There are many brilliant passages in Power’s book that I hope to revisit/relate to in future posts.  Clemens was deep inside himself, even though he spent so much time in social situations (and investing in truly madcap ideas.  The amount of time, money, and energy he     put into other people’s losing ventures was extraordinary).  But he was often revisiting the charms and the troubles of his youth.  In the midst of writing Life on the Mississippi and Huck Finn he returned to the river and to Hannibal and both his words – and Powers – are noteworthy concerning the returning visit many years later.

Back to the house: As mentioned earlier in its day the area was for the rich – those rich in the pocket and rich in ideas.  Now the neighborhood looks more like Hackensack (which is not to say there aren’t people “rich” in the same way.  Just lots of garden apartment complexes, chuches, restaurants, laundromats.  Twain’s house is literally the house on the hill.  The grandeur of it in an otherwise hardscrabble neighborhood is pretty stunning in the juxtaposition.

110 years ago. Today.

ImageIt’s mid-July – s scorcher of a day.  No, scorcher’s not the right word.  It’s thick and sticky, but inside with an air conditioner in the window whirring away and the shades pulled down to block the sun it’s pretty comfortable.  All hail Willis Carrier.  It was this day in 1902 that air conditioning, kinda, sorta, as we think of it today, kinda sorta came into being.  In a printing plant in Brooklyn.  This wasn’t the day a unit got turned on, but was the date inscribed on Carrier’s blueprints.

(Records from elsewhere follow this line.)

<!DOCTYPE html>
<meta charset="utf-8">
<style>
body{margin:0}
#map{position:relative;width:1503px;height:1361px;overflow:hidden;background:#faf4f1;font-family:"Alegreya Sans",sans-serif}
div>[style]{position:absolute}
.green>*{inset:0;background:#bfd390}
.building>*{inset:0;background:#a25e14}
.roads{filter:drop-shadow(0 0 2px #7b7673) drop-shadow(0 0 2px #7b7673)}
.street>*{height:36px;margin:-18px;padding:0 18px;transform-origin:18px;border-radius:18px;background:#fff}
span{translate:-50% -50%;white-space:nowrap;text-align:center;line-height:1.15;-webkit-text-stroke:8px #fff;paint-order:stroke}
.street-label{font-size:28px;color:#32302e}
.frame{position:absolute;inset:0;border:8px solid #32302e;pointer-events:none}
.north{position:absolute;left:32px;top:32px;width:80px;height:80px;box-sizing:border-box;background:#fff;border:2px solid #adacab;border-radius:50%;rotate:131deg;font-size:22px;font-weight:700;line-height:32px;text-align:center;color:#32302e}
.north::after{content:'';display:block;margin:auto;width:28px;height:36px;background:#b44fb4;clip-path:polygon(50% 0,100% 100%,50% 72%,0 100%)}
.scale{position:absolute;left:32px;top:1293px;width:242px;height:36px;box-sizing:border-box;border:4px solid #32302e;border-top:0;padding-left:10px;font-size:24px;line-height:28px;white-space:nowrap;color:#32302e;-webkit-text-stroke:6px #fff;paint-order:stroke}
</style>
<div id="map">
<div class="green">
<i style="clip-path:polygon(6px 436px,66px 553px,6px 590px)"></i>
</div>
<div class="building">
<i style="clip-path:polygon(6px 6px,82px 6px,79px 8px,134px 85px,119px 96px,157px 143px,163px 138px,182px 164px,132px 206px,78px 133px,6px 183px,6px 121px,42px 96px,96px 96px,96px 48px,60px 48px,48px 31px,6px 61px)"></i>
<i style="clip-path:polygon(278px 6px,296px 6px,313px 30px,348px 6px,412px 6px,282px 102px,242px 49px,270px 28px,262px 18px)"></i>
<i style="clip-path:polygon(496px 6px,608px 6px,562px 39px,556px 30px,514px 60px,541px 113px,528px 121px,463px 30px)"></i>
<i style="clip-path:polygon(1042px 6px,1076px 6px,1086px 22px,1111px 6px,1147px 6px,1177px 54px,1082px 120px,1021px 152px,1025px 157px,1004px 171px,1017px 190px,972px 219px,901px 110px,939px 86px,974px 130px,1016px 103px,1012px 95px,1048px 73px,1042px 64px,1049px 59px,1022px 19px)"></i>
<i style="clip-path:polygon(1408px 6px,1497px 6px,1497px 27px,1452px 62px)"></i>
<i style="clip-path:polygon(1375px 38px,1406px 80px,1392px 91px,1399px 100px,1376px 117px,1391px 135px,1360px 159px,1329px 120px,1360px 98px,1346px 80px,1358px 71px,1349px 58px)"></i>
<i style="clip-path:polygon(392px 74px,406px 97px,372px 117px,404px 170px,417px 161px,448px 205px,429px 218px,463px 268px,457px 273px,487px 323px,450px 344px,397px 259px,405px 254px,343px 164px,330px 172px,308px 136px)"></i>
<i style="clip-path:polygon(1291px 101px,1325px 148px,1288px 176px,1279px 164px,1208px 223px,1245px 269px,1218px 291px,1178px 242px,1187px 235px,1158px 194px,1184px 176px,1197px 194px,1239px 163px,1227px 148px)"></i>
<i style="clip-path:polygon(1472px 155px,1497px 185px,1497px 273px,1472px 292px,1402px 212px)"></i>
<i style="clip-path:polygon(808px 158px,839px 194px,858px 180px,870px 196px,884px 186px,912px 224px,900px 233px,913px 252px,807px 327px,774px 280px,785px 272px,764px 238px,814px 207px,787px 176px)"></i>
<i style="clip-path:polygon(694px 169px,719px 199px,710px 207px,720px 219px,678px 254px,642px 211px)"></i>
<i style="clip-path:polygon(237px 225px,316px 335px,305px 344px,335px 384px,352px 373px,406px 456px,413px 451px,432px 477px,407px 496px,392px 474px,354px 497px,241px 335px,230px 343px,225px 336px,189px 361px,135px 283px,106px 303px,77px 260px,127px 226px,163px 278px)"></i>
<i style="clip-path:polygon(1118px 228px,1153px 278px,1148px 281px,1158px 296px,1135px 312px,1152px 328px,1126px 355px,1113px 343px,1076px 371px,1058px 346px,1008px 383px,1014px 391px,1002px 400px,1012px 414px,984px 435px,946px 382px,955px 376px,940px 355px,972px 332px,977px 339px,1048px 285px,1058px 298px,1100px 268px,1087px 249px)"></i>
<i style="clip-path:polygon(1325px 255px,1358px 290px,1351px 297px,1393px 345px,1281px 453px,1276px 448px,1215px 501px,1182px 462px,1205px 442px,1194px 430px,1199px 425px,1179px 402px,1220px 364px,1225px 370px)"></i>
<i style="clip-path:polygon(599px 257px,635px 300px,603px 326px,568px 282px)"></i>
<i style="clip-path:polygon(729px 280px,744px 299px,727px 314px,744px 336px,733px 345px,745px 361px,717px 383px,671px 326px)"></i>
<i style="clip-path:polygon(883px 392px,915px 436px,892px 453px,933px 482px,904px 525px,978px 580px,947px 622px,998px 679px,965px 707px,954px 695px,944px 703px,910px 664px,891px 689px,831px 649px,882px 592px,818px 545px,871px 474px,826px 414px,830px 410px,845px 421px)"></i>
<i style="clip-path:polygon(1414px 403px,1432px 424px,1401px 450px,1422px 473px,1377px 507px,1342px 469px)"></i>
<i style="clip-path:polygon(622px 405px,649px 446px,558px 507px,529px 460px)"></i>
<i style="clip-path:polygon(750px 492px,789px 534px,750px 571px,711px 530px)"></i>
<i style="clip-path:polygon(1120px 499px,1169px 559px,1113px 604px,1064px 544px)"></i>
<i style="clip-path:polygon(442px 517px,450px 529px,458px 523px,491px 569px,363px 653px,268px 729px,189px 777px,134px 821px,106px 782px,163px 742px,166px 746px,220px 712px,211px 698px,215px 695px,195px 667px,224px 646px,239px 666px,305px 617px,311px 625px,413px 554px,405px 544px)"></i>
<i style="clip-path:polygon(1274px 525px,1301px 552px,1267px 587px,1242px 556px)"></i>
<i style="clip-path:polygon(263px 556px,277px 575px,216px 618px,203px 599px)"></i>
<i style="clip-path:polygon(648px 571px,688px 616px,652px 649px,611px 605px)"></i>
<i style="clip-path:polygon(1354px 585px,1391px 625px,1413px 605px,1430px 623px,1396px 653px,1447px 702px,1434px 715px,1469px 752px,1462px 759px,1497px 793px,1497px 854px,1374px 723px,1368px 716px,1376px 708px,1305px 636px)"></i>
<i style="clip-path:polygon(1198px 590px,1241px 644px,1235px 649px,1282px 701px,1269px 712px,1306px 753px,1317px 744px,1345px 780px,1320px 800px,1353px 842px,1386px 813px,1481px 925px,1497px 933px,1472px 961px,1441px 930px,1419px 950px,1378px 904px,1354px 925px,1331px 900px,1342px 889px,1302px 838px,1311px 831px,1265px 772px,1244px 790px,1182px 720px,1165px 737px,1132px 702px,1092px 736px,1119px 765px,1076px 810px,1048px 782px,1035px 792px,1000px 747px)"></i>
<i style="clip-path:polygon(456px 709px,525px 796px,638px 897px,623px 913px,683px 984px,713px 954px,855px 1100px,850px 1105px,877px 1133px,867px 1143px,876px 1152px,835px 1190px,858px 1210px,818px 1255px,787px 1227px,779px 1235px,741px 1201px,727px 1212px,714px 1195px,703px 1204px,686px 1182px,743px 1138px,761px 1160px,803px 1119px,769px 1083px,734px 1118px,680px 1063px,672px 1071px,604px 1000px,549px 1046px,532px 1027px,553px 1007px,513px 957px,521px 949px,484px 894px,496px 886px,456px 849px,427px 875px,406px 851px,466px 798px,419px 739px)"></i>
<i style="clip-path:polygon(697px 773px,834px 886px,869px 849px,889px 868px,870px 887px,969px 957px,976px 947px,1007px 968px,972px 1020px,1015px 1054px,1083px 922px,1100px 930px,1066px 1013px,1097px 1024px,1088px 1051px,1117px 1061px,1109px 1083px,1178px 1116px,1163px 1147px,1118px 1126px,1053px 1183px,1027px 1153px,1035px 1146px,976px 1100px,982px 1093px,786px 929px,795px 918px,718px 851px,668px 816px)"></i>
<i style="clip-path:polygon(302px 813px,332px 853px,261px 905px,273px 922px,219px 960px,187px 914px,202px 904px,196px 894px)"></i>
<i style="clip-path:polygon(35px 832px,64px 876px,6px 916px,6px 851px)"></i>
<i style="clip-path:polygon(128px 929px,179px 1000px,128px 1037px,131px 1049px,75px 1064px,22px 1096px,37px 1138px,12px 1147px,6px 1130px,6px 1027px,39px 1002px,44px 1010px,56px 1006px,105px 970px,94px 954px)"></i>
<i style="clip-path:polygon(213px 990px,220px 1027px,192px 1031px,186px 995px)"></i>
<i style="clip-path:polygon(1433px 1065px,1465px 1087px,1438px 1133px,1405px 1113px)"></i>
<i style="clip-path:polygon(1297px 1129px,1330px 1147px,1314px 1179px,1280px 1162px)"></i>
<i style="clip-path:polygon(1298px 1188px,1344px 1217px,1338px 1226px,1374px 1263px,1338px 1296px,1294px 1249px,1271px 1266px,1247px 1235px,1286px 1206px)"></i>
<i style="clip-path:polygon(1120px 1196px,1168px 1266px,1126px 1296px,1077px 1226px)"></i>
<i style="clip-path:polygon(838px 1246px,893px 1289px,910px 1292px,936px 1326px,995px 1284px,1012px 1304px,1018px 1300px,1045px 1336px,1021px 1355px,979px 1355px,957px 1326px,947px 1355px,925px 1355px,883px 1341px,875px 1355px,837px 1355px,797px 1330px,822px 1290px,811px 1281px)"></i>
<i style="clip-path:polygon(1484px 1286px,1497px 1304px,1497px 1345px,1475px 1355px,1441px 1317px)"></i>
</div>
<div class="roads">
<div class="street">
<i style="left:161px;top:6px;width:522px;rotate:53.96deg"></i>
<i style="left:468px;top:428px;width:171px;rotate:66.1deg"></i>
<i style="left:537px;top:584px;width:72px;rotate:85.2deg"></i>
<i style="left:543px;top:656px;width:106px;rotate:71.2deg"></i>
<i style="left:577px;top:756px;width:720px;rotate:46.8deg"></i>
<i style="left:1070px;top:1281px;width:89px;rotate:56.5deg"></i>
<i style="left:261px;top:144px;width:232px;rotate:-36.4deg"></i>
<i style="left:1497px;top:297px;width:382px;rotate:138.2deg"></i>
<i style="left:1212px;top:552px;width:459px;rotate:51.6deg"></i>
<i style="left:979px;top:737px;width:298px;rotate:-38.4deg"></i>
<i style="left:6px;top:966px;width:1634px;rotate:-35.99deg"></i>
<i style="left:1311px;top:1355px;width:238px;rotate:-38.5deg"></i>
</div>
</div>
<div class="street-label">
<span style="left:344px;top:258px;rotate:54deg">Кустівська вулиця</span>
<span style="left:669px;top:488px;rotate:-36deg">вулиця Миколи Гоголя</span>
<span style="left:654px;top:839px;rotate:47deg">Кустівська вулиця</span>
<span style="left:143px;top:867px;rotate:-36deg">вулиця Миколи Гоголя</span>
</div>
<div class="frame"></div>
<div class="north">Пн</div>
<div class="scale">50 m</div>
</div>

We drove last night into the city in our air conditioned Honda Civic.  It felt so good on such a hot night to be cruising down the West Side Highway with the AC pumping.  Two years ago we would have been in our Subaru Outback that didn’t have AC.  Check that.  It had AC, it just broke about four years previously, and being that a new compressor was ridiculously expensive, we never fixed it.  Just fixed to drive that car mainly when the sun wasn’t shining.  But even then it was too damned hot in the car.  Now, driving the Civic, the rush of cool air feels soooo good in comparison.  Ah relief.  Ah pleasure.

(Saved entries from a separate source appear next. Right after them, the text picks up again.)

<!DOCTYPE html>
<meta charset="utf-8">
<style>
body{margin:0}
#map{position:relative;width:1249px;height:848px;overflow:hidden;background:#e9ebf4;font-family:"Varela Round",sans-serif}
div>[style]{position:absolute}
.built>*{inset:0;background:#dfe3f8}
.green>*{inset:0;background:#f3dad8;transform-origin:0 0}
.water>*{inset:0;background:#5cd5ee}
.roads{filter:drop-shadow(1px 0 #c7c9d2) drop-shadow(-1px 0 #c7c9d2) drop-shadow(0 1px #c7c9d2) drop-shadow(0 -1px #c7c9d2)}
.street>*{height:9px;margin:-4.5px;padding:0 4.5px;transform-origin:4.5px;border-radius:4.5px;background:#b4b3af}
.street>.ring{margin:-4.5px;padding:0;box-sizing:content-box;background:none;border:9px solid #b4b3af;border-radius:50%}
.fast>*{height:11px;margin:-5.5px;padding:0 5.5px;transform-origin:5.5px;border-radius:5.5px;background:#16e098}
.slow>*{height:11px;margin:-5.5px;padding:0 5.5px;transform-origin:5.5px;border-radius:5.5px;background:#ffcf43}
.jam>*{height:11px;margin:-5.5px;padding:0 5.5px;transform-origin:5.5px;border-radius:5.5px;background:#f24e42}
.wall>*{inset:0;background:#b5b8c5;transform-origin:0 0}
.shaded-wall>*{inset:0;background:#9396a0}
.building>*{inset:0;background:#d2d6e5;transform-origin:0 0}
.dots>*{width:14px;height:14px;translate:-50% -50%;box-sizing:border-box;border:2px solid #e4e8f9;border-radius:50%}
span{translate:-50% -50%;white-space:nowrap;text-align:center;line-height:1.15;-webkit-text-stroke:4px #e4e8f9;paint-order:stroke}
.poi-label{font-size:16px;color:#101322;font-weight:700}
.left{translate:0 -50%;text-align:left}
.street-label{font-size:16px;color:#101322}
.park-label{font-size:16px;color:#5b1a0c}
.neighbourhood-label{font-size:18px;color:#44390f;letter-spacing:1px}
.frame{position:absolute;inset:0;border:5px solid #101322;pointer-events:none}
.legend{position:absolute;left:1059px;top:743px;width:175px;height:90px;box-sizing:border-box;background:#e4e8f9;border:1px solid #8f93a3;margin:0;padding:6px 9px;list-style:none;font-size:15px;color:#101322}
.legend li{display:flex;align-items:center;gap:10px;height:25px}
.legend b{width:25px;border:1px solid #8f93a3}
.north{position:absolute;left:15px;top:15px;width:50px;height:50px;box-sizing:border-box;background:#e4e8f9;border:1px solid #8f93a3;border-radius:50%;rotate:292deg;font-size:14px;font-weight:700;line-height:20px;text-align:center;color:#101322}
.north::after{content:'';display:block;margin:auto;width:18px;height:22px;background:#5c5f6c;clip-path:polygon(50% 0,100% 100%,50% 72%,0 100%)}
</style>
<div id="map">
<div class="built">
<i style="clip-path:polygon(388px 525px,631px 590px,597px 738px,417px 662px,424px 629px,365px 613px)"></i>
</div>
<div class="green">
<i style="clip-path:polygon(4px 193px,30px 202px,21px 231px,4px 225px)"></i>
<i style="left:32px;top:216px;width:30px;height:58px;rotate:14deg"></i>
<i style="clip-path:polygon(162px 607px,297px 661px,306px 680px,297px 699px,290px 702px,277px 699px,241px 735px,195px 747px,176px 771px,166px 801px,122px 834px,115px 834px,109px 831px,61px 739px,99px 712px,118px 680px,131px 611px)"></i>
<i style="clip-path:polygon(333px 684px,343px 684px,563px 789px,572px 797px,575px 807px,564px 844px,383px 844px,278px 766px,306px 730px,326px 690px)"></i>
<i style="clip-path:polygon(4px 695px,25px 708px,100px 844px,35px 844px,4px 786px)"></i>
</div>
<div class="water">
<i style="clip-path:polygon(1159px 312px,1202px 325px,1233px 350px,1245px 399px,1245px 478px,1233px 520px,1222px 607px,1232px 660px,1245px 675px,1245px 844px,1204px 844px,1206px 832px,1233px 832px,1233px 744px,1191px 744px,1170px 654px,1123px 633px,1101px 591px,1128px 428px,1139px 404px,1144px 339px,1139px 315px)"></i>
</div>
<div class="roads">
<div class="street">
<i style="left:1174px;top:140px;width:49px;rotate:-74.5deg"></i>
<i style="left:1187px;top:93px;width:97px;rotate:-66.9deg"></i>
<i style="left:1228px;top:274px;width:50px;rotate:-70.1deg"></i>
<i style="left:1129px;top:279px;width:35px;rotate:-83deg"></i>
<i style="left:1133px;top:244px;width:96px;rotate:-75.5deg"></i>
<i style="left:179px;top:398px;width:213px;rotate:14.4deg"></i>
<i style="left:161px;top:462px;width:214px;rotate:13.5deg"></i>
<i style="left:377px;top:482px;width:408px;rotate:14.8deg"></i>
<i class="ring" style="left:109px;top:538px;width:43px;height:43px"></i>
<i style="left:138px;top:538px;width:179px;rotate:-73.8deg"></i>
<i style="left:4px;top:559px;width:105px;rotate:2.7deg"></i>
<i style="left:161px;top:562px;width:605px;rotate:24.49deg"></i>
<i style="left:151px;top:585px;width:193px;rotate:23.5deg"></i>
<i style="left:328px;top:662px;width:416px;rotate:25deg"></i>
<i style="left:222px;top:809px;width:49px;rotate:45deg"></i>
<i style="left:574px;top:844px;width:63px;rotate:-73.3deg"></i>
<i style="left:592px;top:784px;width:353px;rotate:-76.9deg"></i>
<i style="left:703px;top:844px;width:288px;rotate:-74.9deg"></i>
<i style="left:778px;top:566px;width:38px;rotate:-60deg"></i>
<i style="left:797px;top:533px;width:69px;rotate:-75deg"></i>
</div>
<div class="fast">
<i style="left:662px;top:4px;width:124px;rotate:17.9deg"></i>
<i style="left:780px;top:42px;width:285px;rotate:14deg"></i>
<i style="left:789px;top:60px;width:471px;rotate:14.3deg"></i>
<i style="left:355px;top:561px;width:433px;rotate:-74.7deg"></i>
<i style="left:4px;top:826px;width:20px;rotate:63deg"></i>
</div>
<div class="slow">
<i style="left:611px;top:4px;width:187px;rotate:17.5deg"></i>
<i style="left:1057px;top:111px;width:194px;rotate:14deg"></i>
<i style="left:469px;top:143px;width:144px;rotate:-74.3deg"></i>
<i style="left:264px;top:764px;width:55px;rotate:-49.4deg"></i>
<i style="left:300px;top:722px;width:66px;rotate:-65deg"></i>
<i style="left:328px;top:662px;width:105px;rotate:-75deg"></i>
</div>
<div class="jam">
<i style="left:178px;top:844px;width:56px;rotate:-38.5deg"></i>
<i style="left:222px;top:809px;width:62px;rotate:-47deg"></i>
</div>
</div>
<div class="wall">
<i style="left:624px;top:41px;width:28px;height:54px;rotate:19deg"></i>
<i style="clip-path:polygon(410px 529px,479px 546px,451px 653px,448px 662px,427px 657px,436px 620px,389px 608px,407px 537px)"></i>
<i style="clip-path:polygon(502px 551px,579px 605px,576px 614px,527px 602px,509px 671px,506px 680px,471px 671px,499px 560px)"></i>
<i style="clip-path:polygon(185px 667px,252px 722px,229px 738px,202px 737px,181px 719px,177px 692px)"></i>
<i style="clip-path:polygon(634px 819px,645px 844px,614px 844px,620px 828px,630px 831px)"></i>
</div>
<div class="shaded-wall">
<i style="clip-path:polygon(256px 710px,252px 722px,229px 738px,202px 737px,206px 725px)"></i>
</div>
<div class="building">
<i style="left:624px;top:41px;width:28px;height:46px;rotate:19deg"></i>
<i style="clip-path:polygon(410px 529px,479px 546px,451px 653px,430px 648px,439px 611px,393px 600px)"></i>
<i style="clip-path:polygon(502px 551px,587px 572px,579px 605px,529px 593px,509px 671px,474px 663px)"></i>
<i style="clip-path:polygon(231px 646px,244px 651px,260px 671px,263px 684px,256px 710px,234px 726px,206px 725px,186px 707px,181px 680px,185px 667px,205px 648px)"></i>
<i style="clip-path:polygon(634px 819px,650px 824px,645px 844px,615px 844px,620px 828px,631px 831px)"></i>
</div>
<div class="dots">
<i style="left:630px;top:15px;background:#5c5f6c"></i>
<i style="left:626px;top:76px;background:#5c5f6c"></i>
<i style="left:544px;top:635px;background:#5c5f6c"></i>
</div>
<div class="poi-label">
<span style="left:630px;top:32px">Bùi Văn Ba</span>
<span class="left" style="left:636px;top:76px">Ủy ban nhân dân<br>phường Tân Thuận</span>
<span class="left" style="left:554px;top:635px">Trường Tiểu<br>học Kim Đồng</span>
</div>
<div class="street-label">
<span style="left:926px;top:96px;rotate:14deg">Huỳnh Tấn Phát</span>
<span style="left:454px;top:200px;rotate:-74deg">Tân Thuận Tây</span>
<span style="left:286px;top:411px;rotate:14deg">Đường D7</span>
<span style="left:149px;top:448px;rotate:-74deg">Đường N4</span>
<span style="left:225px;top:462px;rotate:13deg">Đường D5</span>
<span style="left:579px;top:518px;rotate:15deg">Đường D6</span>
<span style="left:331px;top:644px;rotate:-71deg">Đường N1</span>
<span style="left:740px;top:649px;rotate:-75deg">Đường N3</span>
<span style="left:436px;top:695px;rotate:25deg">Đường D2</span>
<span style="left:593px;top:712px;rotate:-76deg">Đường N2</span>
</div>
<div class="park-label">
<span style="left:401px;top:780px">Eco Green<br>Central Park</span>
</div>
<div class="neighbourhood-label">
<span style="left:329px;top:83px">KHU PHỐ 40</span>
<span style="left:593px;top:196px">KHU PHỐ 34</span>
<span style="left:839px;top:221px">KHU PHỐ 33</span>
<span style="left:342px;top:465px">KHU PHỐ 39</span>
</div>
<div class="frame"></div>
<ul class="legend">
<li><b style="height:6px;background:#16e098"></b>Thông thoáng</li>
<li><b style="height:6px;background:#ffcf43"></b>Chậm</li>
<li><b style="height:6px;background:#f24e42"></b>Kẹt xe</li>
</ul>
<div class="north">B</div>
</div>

Many of us have a tortured relationship with our air conditioning.  We wish we didn’t have to use it, but we are so happy we have it.  I would much rather have the windows open and the air be manageable throughout the house.  But this is not to be.  There’s a book I want to read: Cool Comfort: America’s Romance with Air Conditioning by Marsha E. Ackermann.  Mentioned today in an article in the New York Times which informed me about Willis Carrier.

Which doesn’t explain the picture on top.  Tangential relationship.  First post on this blog and I need an image, and this one was at the ready.  It was taken in late May, early June, in Cape May Point, NJ.  Rained all day; once it cleared biked out about five to the state park and it was foggy, misty and awesome looking.  Had to go back for my camera and walk on the one of the hiking trails.  Didn’t need AC back then, six weeks ago.  Nature provided all she needed.